> RECORD EXCERPTS
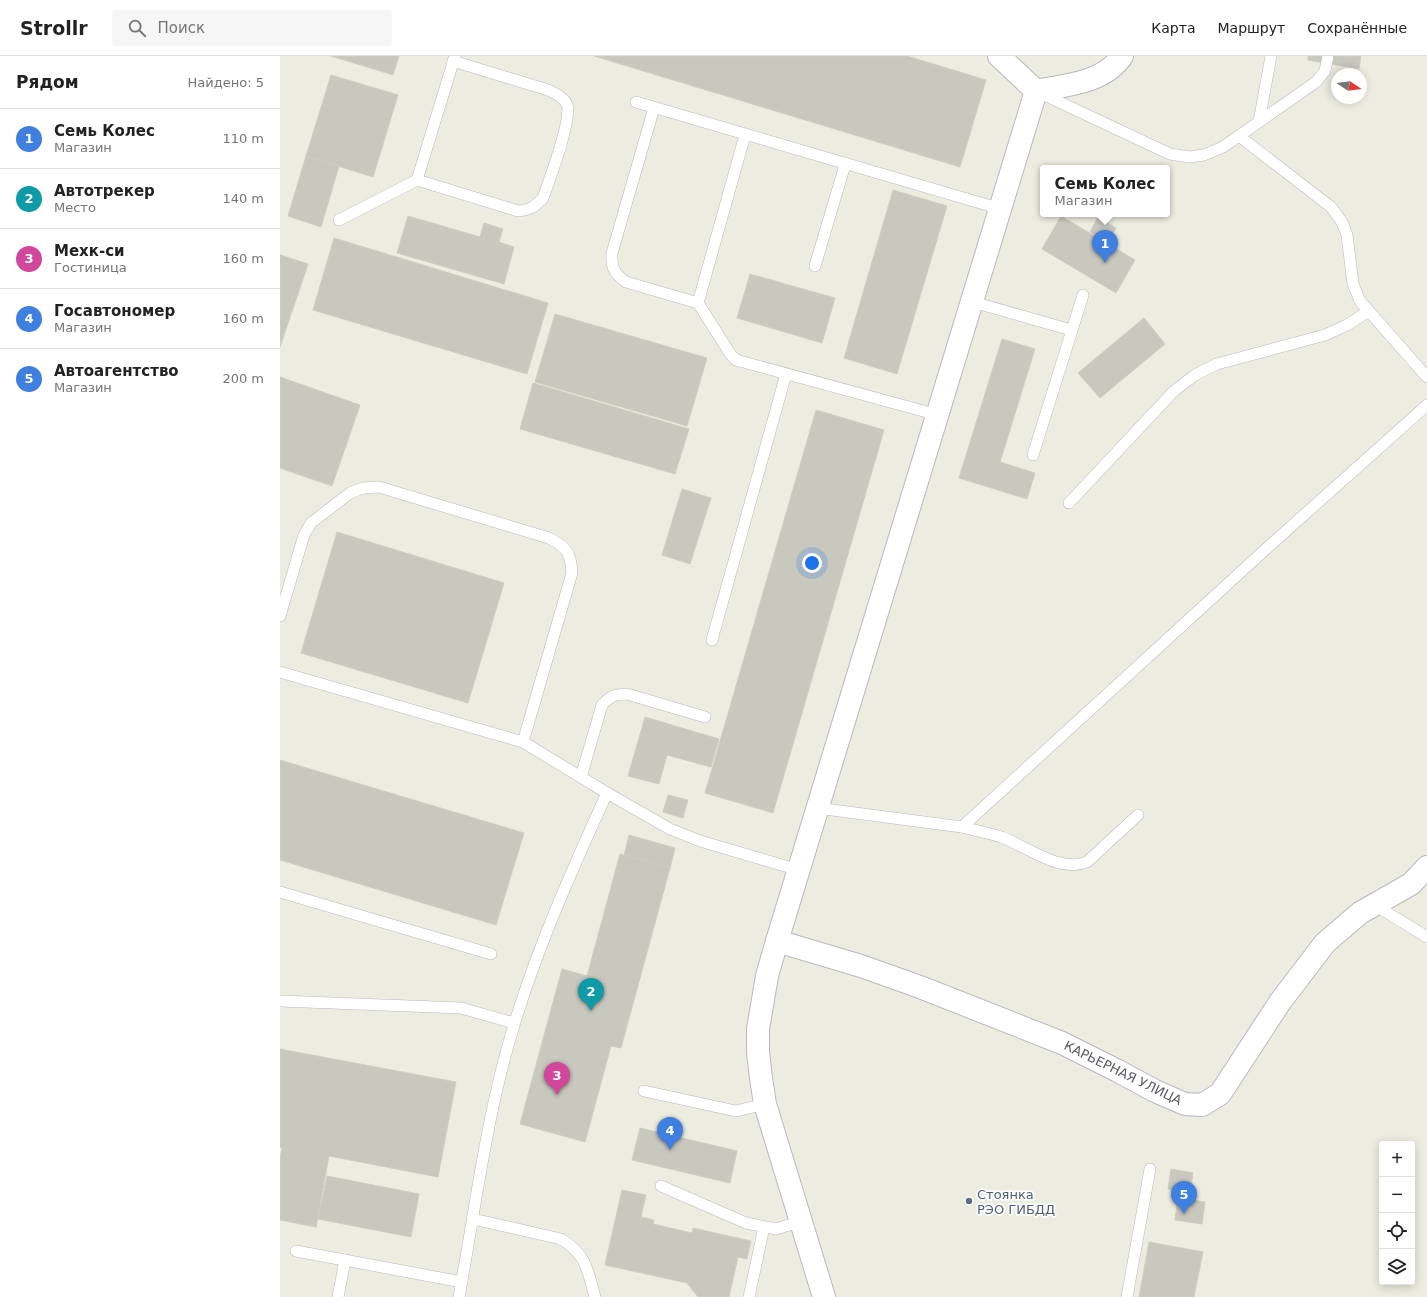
<!DOCTYPE html>
<html lang="ru">
<meta charset="utf-8">
<style>
body{margin:0;font-family:"DejaVu Sans",sans-serif;background:#f6f6f6;color:#222}
.controls{position:absolute;right:12px;bottom:12px;display:grid;overflow:hidden;border-radius:4px;box-shadow:0 2px 10px #0003}
.controls button{width:36px;height:36px;display:grid;place-items:center;padding:0;border:0;border-bottom:1px solid #e0e0e0;background:#fff;color:#222;font:20px sans-serif}
.compass{position:absolute;left:1051px;top:12px;width:36px;height:36px;border-radius:50%;background:#fff;box-shadow:0 2px 10px #0003;rotate:103deg}
.you{position:absolute;left:532px;top:507px;width:14px;height:14px;margin:-10px;border:3px solid #fff;border-radius:50%;background:#1a73e8;box-shadow:0 0 0 6px #1a73e833}
.badge{display:grid;place-items:center;width:26px;height:26px;border-radius:50%;background:#e75e2b;color:#fff;font-size:13px;font-weight:700}
.pin{position:absolute;translate:-50% -33px;filter:drop-shadow(0 1px 2px #0008)}
.pin::after{content:'';position:absolute;top:21px;width:14px;height:12px;background:inherit;clip-path:polygon(0 0,100% 0,50% 100%)}
.popup{position:absolute;left:760px;top:109px;width:130px;height:52px;box-sizing:border-box;display:grid;place-content:center;border-radius:4px;background:#fff;filter:drop-shadow(0 1px 3px #0005);font-size:13px;white-space:nowrap;color:#767676}
.popup b{font-size:15px;color:#222}
.popup::after{content:'';position:absolute;left:50%;top:100%;margin-left:-8px;border:8px solid transparent;border-top-color:#fff}
.list{margin:0;padding:0;list-style:none}
h2{display:flex;justify-content:space-between;align-items:center;height:52px;margin:0;padding:0 16px;font-size:17px}
h2 small{font-size:13px;font-weight:400;color:#767676}
.list li{display:grid;grid-template-columns:26px 1fr auto;gap:12px;align-items:center;box-sizing:border-box;height:60px;padding:0 16px;border-top:1px solid #e0e0e0}
.list b{display:block;font-size:15px;white-space:nowrap}
.list p{margin:0;font-size:13px;white-space:nowrap;color:#767676}
.list em{font-size:13px;font-style:normal;color:#767676}
.icon{flex:none;width:22px;height:22px;fill:none;stroke:currentColor;stroke-width:2;stroke-linecap:round;stroke-linejoin:round}
.map{position:relative;flex:none;width:1147px;height:1241px;overflow:hidden}
header{display:flex;align-items:center;gap:24px;box-sizing:border-box;height:56px;padding:0 20px;background:#fff;border-bottom:1px solid #e0e0e0}
header strong{font-size:19px}
nav{display:flex;gap:22px;margin-inline-start:auto;font-size:14px}
.search{width:280px;height:36px;background:#f6f6f6;display:flex;align-items:center;gap:10px;box-sizing:border-box;padding:0 14px;border-radius:4px;color:#767676;font-size:15px}
main{display:flex}
aside{flex:1;background:#fff}
.map>svg:first-child{display:block}
.building{fill:#c9c8bf;stroke:#d0cebf}
.lines{fill:none;stroke-linecap:round;stroke-linejoin:round}
.lane-casing{stroke:#b8b9bf;stroke-width:12}
.street-casing{stroke:#b8b9bf;stroke-width:24}
.lane{stroke:#fff;stroke-width:11}
.street{stroke:#fff;stroke-width:22}
.service-dot{fill:#5c6f8a;stroke:#fff;stroke-width:1.5}
.labels{text-anchor:middle;dominant-baseline:central;stroke-width:3.5;stroke-linejoin:round;paint-order:stroke}
.street-label{font-size:13px;fill:#595b61;stroke:#fff}
.service-label{font-size:13px;fill:#4e5e75;stroke:#fff;text-anchor:start}
</style>
<header>
<strong>Strollr</strong>
<div class="search"><svg class="icon" aria-label="search" viewBox="0 0 24 24"><circle cx="10" cy="10" r="6"/><path d="M15 15l6 6"/></svg>Поиск</div>
<nav><a>Карта</a><a>Маршрут</a><a>Сохранённые</a></nav>
</header>
<main>
<aside>
<h2>Рядом<small>Найдено: 5</small></h2>
<ul class="list">
<li><span class="badge" style="background:#3f7fe0">1</span><div><b>Семь Колес</b><p>Магазин</p></div><em>110 m</em></li>
<li><span class="badge" style="background:#0f9aa8">2</span><div><b>Автотрекер</b><p>Место</p></div><em>140 m</em></li>
<li><span class="badge" style="background:#d1479c">3</span><div><b>Мехк-си</b><p>Гостиница</p></div><em>160 m</em></li>
<li><span class="badge" style="background:#3f7fe0">4</span><div><b>Госавтономер</b><p>Магазин</p></div><em>160 m</em></li>
<li><span class="badge" style="background:#3f7fe0">5</span><div><b>Автоагентство</b><p>Магазин</p></div><em>200 m</em></li>
</ul>
</aside>
<div class="map">
<svg width="1147" height="1241" viewBox="0 0 1147 1241">
<rect width="100%" height="100%" fill="#ecece0"/>
<g class="building">
<polygon points="51,0 119,0 113,19"/>
<polygon points="314,0 627,0 706,24 680,111"/>
<polygon points="1028,0 1081,0 1079,13 1028,4"/>
<polygon points="51,19 118,39 93,121 26,100"/>
<polygon points="26,100 59,110 41,171 8,160"/>
<polygon points="613,134 667,150 617,318 564,302"/>
<polygon points="128,160 200,181 204,167 223,173 219,186 234,191 224,228 117,197"/>
<polygon points="781,160 855,204 836,237 762,193"/>
<polygon points="818,161 836,172 828,186 810,176"/>
<polygon points="54,182 268,247 247,318 33,254"/>
<polygon points="0,199 28,208 0,291"/>
<polygon points="470,218 555,242 542,287 457,262"/>
<polygon points="275,258 427,302 407,370 255,326"/>
<polygon points="864,262 885,288 820,342 798,317"/>
<polygon points="722,283 755,293 720,406 755,417 747,443 679,422"/>
<polygon points="0,321 80,349 52,430 0,412"/>
<polygon points="253,327 409,373 395,418 240,373"/>
<polygon points="536,354 604,374 493,757 425,737"/>
<polygon points="402,433 431,442 410,508 382,499"/>
<polygon points="57,476 224,527 188,647 21,597"/>
<polygon points="365,661 439,683 431,711 387,699 379,728 348,720"/>
<polygon points="0,704 244,777 216,869 0,804"/>
<polygon points="388,739 408,744 403,762 383,756"/>
<polygon points="349,779 395,792 390,812 344,800"/>
<polygon points="340,798 390,812 341,992 331,990 305,1086 240,1068 282,913 307,920"/>
<polygon points="0,993 176,1026 158,1121 49,1100 36,1171 0,1164 0,1104 2,1092 0,1091"/>
<polygon points="360,1072 457,1095 450,1127 352,1104"/>
<polygon points="891,1113 913,1117 910,1137 888,1133"/>
<polygon points="47,1120 139,1138 131,1181 38,1163"/>
<polygon points="342,1134 366,1139 361,1161 374,1164 373,1168 412,1177 413,1172 471,1185 467,1203 458,1201 449,1241 418,1241 407,1227 325,1209"/>
<polygon points="898,1142 925,1146 922,1168 895,1164"/>
<polygon points="869,1186 923,1196 914,1241 859,1241"/>
</g>
<g class="lines">
<g class="lane-casing">
<g id="lane">
<polyline points="760,37 890,98 909,101 924,99 943,91 1036,26 1045,15 1048,0"/>
<polyline points="356,46 721,153"/>
<path d="M374,52l-42,145c-1,14 2,21 14,29l72,21 47,-168"/>
<polyline points="979,66 991,0"/>
<polyline points="959,80 1051,151 1062,166 1067,179 1073,228 1080,245 1147,321"/>
<path d="M137,124l101,31c12,-1 17,-4 25,-13 6,-17 29,-78 24,-93 -3,-8 -11,-11 -19,-15l-95,-29"/>
<polyline points="59,164 137,124 175,0"/>
<polyline points="535,210 565,109"/>
<polyline points="693,246 791,274"/>
<polyline points="418,247 451,299 456,304 658,359"/>
<polyline points="753,399 803,239"/>
<polyline points="789,447 894,335 915,319 937,308 1045,279 1067,269 1089,255"/>
<path d="M0,560l24,-81 7,-12 39,-30 13,-5 16,-1 170,51c18,9 22,16 23,35l-49,169 84,51"/>
<polyline points="432,584 506,318"/>
<polyline points="0,616 243,686"/>
<path d="M301,721l21,-72c8,-9 14,-11 25,-11l78,23"/>
<polyline points="537,752 682,771 987,492 1147,349"/>
<path d="M682,771c14,4 29,6 42,11 25,10 56,35 83,24l51,-47"/>
<polyline points="0,836 211,898"/>
<polyline points="1093,848 1147,881"/>
<polyline points="0,945 181,952 234,967"/>
<polyline points="364,1035 456,1055 485,1048"/>
<polyline points="381,1130 466,1167 496,1173 522,1165"/>
<path d="M193,1163l88,20c26,16 26,30 34,58"/>
<polyline points="16,1195 182,1226"/>
<polyline points="58,1241 65,1204"/>
<path d="M179,1241c17,-92 28,-186 56,-275 24,-79 58,-154 92,-229l63,36 30,12 99,29"/>
<polyline points="469,1241 484,1171"/>
<polyline points="847,1241 870,1113"/>
</g>
</g>
<g class="street-casing">
<g id="street">
<polyline points="719,0 756,35"/>
<path d="M756,35c30,-6 68,-8 86,-35"/>
<polyline points="497,885 581,910 640,931 782,987 838,1015 875,1035 905,1048 922,1049 940,1038 1000,946 1045,887 1080,857 1131,828 1147,811"/>
<polyline points="544,1241 485,1048 481,1022 478,996 478,973 487,920 497,885 756,35"/>
</g>
</g>
<use href="#lane" class="lane"/>
<use href="#street" class="street"/>
</g>
<circle class="service-dot" cx="689" cy="1145" r="4"/>
<g class="labels">
<g class="street-label">
<text transform="translate(843 1017) rotate(26)">КАРЬЕРНАЯ УЛИЦА</text>
</g>
<g class="service-label">
<text x="697" y="1138">Стоянка<tspan x="697" dy="15">РЭО ГИБДД</tspan></text>
</g>
</g>
</svg>
<div class="controls">
<button>+</button>
<button>−</button>
<button><svg class="icon" aria-label="locate" viewBox="0 0 24 24"><circle cx="12" cy="12" r="6"/><path d="M12 2v4M12 18v4M2 12h4M18 12h4"/></svg></button>
<button><svg class="icon" aria-label="layers" viewBox="0 0 24 24"><path d="M12 4l9 5-9 5-9-5zM3 14l9 5 9-5"/></svg></button>
</div>
<svg class="compass" viewBox="-18 -18 36 36"><path d="M0-13l5 13h-10z" fill="#e53935"/><path d="M0 13l5-13h-10z" fill="#767676"/></svg>
<div class="you"></div>
<div class="pin badge" style="left:825px;top:207px;background:#3f7fe0">1</div>
<div class="popup"><b>Семь Колес</b>Магазин</div>
<div class="pin badge" style="left:311px;top:955px;background:#0f9aa8">2</div>
<div class="pin badge" style="left:277px;top:1039px;background:#d1479c">3</div>
<div class="pin badge" style="left:390px;top:1094px;background:#3f7fe0">4</div>
<div class="pin badge" style="left:904px;top:1158px;background:#3f7fe0">5</div>
</div>
</main>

> DIRECTIONS
Reproduce every line above that contains the string "building".

> ANSWER AREA
.building{fill:#c9c8bf;stroke:#d0cebf}
<g class="building">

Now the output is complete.